If you don’t have the habit of keeping regular backups of your data, one thing you could do is to try to extract some backups from your system. In the Removal Guide below we have described how you might be able to do that. Another useful tip is to check all of your email files, mobile devices’ hard-drives and other locations where you might still have safe copies of your important files. However, we first recommend you remove the Ransomware virus from the computer in order to make your future file-restoration attempts safe. The professional .Djvu removal tool on this page can automatically take care of that for you. Also, the guide below has manual instructions that might also help you get rid of the virus if you’d prefer a more hands-on approach. Of course, you can also contact a security professional of your choice, so think about these alternatives and pick the one that fits your case the best.
Source: Howtoremove.guide’s Remove .Djvu Ransomware (+File Recovery)
Remove .Djvu Ransomware
Prior to starting to execute the steps from the guide, we advise you to either bookmark this page or open it on a separate device since throughout the process of completing the guide, you might need to exit your browser.
1: Using Safe Mode
Before beginning to troubleshoot the issue, you are advised to enter Safe Mode on your PC. If you do not know how to do that, use this guide on how to enter Safe Mode.
2: Spotting the process
Open your Task Manager using the Ctrl + Shift + Esc key combination. Next, go to the processes tab and carefully look through the list for any shady entries. Usually, malicious processes will be consuming large amounts of CPU and RAM and will either have no description or will have a suspicious-looking one.
Once you identify the virus’ process, right-click on it and select Open File Location. Delete everything in the folder that opens if you are sure that the process was malicious. If you are not sure, contact us in the comments.
Go back to the Task Manager and end the potentially harmful process.
3: Hosts file IP’s
Go to your start menu and in the search field, paste the following address: notepad %windir%/system32/Drivers/etc/hosts. Select the first result and look at the bottom of the newly opened notepad file. See if there are any IP’s below “Localhost” and tell us in the comments if there were any IP addresses.

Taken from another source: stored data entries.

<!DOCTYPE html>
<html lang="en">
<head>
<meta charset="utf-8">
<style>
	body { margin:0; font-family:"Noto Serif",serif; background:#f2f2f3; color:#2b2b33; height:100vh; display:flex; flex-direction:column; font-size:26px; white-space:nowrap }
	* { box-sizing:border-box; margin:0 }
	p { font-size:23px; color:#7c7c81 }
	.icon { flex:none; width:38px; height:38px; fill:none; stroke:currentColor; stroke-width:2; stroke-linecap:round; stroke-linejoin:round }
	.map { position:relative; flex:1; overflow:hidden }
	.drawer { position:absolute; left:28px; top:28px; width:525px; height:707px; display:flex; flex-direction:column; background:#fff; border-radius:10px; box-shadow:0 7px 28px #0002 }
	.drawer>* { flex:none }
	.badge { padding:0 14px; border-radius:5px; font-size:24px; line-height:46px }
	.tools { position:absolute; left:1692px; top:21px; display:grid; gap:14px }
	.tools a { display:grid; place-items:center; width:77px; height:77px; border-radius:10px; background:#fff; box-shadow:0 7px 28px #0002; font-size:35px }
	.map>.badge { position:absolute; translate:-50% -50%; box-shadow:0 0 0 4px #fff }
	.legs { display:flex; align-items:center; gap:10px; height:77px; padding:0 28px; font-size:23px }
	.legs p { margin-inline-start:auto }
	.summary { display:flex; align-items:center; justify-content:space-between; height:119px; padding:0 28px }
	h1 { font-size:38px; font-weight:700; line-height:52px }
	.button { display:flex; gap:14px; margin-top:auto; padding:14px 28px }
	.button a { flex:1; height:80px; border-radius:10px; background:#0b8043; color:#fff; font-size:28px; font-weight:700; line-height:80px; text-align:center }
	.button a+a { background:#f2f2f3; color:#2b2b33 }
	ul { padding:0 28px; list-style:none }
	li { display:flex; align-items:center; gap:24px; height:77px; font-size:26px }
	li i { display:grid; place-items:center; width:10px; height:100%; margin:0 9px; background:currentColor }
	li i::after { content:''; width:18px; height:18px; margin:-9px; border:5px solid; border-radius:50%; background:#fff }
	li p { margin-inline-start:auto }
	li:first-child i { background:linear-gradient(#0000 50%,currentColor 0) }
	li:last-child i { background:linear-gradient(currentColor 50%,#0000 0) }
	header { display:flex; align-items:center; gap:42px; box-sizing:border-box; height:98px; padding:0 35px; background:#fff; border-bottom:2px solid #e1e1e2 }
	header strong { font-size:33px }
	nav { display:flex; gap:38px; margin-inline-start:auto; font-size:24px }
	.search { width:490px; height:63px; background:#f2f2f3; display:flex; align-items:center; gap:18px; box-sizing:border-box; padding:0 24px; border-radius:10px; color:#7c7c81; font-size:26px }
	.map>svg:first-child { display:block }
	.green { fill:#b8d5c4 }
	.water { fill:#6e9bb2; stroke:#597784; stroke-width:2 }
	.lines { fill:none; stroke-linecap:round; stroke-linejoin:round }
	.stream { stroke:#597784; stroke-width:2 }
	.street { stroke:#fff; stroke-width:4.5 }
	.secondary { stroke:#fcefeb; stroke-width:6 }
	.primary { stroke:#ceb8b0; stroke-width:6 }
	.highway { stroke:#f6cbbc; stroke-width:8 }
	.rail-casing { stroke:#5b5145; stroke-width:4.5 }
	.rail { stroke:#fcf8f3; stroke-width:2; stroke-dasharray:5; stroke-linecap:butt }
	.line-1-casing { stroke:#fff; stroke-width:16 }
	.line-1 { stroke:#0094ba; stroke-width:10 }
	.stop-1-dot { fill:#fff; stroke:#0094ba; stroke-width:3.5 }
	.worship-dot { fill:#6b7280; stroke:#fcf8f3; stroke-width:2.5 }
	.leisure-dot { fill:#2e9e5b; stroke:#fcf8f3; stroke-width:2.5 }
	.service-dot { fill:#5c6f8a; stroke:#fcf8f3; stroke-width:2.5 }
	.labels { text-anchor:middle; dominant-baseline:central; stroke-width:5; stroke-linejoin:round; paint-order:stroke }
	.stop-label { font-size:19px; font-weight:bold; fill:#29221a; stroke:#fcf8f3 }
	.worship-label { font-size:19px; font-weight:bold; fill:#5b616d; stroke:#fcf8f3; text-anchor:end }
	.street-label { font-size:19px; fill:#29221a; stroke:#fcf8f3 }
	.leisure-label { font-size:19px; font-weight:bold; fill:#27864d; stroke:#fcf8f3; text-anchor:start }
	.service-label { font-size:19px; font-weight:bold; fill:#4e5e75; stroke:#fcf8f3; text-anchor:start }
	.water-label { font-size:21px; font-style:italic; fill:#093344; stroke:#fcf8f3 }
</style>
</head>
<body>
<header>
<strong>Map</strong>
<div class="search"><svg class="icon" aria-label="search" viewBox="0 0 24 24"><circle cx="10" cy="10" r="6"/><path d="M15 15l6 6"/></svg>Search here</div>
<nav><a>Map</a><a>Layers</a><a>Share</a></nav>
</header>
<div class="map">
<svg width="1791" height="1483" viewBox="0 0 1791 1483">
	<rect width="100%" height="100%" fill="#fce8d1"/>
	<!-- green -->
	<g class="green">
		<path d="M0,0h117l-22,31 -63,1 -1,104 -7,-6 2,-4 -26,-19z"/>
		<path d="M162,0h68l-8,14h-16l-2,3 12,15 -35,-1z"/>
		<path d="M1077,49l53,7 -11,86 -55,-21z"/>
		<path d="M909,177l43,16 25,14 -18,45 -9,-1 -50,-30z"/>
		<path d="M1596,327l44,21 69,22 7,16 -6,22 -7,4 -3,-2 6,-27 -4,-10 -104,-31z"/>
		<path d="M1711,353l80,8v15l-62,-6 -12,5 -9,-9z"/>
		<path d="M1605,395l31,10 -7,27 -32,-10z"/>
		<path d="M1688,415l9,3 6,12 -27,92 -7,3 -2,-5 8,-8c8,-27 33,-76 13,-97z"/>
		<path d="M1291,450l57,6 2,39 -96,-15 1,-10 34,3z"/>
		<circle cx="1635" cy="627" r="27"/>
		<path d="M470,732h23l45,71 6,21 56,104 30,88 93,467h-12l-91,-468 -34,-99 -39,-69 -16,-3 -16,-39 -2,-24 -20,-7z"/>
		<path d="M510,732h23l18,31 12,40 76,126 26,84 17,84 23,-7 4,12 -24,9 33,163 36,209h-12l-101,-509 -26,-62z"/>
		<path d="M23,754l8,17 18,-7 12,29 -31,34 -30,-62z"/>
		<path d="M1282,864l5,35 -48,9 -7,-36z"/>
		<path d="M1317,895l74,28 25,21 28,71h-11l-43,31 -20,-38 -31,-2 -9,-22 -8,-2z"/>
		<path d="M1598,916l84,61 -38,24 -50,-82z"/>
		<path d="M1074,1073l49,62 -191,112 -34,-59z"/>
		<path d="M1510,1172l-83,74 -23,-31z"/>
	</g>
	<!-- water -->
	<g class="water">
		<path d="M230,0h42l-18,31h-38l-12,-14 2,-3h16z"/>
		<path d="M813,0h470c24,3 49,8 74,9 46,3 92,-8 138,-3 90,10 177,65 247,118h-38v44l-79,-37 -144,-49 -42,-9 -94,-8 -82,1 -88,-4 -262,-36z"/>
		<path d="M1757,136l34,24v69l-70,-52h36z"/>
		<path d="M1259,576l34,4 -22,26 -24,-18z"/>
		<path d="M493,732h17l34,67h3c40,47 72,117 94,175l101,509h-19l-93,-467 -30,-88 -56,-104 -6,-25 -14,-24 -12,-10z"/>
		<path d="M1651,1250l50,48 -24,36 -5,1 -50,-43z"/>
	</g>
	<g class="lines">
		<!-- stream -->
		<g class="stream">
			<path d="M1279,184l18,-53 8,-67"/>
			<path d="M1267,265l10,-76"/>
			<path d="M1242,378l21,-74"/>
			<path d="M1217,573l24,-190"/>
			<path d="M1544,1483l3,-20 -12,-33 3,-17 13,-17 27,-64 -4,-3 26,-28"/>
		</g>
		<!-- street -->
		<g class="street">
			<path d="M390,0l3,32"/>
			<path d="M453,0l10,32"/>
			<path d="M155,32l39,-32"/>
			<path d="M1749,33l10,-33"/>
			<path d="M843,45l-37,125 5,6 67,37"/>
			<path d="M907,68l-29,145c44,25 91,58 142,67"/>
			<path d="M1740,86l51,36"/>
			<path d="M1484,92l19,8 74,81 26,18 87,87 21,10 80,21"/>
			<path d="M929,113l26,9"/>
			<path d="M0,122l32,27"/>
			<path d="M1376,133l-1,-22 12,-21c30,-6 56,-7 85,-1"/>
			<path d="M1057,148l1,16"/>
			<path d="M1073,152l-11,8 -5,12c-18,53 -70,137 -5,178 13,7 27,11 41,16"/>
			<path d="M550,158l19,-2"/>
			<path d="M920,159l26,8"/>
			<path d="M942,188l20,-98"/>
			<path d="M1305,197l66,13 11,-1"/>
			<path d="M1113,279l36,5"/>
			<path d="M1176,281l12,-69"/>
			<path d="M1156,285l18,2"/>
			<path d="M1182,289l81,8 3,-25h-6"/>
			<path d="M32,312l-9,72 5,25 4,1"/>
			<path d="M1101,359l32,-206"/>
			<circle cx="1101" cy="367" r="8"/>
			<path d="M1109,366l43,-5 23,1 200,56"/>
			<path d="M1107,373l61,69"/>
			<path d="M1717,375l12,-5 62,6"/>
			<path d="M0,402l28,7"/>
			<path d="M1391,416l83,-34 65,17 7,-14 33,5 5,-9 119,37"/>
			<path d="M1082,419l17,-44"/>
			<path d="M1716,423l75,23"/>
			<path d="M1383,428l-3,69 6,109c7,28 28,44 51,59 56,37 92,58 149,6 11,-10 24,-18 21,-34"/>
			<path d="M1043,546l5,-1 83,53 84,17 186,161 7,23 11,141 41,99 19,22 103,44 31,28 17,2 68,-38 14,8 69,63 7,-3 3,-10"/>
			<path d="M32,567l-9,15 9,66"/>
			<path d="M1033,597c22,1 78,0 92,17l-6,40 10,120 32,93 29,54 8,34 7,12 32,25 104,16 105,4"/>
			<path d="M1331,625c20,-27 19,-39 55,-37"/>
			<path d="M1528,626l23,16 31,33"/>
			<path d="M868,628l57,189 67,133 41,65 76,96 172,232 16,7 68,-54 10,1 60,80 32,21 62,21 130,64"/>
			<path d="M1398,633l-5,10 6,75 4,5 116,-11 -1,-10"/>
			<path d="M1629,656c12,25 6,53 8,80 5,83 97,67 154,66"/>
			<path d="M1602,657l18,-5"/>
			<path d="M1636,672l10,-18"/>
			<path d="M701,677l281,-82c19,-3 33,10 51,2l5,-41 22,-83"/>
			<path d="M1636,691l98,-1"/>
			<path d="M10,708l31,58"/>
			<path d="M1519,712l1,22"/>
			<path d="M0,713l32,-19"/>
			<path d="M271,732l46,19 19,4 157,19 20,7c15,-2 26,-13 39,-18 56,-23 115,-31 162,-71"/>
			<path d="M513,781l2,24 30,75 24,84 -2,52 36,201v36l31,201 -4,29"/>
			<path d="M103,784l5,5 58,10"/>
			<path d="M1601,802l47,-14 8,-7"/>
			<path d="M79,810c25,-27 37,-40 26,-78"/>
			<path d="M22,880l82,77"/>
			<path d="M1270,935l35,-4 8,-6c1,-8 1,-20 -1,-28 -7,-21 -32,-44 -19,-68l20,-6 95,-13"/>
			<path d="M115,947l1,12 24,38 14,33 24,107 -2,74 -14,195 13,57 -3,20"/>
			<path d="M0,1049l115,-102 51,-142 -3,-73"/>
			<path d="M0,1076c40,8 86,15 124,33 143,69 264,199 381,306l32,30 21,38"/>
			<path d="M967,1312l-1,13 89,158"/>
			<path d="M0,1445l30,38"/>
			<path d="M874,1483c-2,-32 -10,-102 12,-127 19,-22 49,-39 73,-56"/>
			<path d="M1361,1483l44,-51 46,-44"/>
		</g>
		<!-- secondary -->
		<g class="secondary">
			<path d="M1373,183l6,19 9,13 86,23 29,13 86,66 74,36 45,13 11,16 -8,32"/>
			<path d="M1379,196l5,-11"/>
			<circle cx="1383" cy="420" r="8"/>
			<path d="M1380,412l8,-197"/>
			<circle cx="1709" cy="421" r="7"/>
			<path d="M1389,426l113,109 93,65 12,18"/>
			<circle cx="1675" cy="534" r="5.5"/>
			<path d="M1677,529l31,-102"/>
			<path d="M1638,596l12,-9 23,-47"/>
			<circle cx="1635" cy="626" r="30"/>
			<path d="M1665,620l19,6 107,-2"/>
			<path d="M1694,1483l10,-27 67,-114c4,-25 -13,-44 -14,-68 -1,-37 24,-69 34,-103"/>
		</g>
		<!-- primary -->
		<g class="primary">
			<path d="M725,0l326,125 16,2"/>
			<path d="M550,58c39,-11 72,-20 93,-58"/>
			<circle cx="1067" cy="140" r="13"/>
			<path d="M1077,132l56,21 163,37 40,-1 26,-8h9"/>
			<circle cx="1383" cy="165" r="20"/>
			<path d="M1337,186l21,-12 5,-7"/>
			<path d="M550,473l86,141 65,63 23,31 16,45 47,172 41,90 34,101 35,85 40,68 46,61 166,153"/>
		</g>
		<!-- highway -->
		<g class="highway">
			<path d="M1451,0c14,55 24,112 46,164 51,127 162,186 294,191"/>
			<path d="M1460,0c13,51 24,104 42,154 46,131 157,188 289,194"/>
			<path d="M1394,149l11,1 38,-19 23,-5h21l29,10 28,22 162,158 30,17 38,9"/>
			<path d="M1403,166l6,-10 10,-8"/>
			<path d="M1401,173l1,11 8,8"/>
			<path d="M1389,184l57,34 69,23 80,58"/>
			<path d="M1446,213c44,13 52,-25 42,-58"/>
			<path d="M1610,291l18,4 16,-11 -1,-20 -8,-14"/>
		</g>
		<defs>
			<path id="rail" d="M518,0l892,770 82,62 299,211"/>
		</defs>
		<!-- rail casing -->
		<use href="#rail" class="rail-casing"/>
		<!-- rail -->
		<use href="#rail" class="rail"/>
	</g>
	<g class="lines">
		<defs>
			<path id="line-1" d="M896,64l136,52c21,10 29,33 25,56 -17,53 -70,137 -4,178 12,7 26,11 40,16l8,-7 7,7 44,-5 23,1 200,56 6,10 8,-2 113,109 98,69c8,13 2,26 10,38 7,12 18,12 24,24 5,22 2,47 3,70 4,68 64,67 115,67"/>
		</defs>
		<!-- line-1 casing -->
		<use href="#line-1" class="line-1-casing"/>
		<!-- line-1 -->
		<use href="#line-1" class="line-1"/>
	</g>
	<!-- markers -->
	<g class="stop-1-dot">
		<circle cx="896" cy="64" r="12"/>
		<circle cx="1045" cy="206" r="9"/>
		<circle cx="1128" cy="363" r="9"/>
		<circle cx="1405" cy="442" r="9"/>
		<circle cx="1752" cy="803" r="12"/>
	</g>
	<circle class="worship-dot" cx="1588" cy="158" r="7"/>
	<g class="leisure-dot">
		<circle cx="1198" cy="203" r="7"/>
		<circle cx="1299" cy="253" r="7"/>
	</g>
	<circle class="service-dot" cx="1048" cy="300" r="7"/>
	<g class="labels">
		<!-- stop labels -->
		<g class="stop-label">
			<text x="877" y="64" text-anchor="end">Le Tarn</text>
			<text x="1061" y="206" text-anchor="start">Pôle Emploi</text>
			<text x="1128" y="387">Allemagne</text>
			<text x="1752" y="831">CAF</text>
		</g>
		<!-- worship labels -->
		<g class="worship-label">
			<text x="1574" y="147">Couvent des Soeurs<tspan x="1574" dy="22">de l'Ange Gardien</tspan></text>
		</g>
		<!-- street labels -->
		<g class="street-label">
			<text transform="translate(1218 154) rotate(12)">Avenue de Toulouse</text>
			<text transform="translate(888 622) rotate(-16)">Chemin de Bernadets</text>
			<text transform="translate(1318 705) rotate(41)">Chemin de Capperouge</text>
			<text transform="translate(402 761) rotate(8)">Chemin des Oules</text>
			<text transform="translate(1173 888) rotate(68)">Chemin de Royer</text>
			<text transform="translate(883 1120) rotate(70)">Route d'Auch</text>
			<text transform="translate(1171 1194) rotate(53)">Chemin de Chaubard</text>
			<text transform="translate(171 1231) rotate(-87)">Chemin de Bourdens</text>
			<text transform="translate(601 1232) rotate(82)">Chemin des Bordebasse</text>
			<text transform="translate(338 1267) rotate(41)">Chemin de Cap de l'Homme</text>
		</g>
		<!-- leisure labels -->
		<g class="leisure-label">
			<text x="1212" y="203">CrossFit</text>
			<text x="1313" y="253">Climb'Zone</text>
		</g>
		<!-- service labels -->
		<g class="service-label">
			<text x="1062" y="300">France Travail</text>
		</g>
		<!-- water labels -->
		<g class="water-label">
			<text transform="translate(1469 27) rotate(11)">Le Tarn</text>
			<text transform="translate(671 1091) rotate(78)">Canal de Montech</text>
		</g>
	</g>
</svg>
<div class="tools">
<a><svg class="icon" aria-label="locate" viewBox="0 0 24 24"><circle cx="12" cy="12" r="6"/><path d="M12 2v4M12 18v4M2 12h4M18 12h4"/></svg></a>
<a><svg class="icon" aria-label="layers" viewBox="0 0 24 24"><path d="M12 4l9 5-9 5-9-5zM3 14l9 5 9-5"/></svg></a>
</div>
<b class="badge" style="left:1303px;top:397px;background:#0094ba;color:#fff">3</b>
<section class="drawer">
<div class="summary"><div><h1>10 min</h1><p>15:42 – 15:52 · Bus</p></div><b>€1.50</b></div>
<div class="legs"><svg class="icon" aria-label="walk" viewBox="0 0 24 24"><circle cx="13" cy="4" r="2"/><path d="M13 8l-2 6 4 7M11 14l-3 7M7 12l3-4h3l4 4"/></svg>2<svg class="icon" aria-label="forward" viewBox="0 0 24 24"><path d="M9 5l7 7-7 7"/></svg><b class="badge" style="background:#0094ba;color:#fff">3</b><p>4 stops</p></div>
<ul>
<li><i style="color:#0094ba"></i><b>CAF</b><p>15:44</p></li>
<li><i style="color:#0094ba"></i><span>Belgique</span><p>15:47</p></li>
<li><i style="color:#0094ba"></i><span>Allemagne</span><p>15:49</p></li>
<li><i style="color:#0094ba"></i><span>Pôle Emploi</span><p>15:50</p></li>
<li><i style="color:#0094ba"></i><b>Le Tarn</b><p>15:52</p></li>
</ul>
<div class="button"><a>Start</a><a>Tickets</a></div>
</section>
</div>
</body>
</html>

4: System Configuration Startup Programs
Type System Configuration in the Windows search bar and open the first result. Go to the Startup tab and take a look at the list of startup programs (on Windows 10, the Startup programs can be seen in the Startup Section of the Task Manager). If any of them look shady or have unknown manufacturer or a manufacturer with a sketchy name, uncheck those entries and click on OK.
Open the Run window (WinKey + R), type regedit and press Enter. Once the Registry Editor opens, press Ctrl + F and type the name of the virus. Select Find Next and delete whatever gets found that has the virus’ name. Do that with all search results.
6: Deleting potential virus files
Open the Start Menu and separately type each of the following locations: %AppData% %LocalAppData% %ProgramData% %WinDir% %Temp% . Open each of those folders and sort their contents by date. Delete the most recent files and folders. When you open the Temp folder, delete everything in it.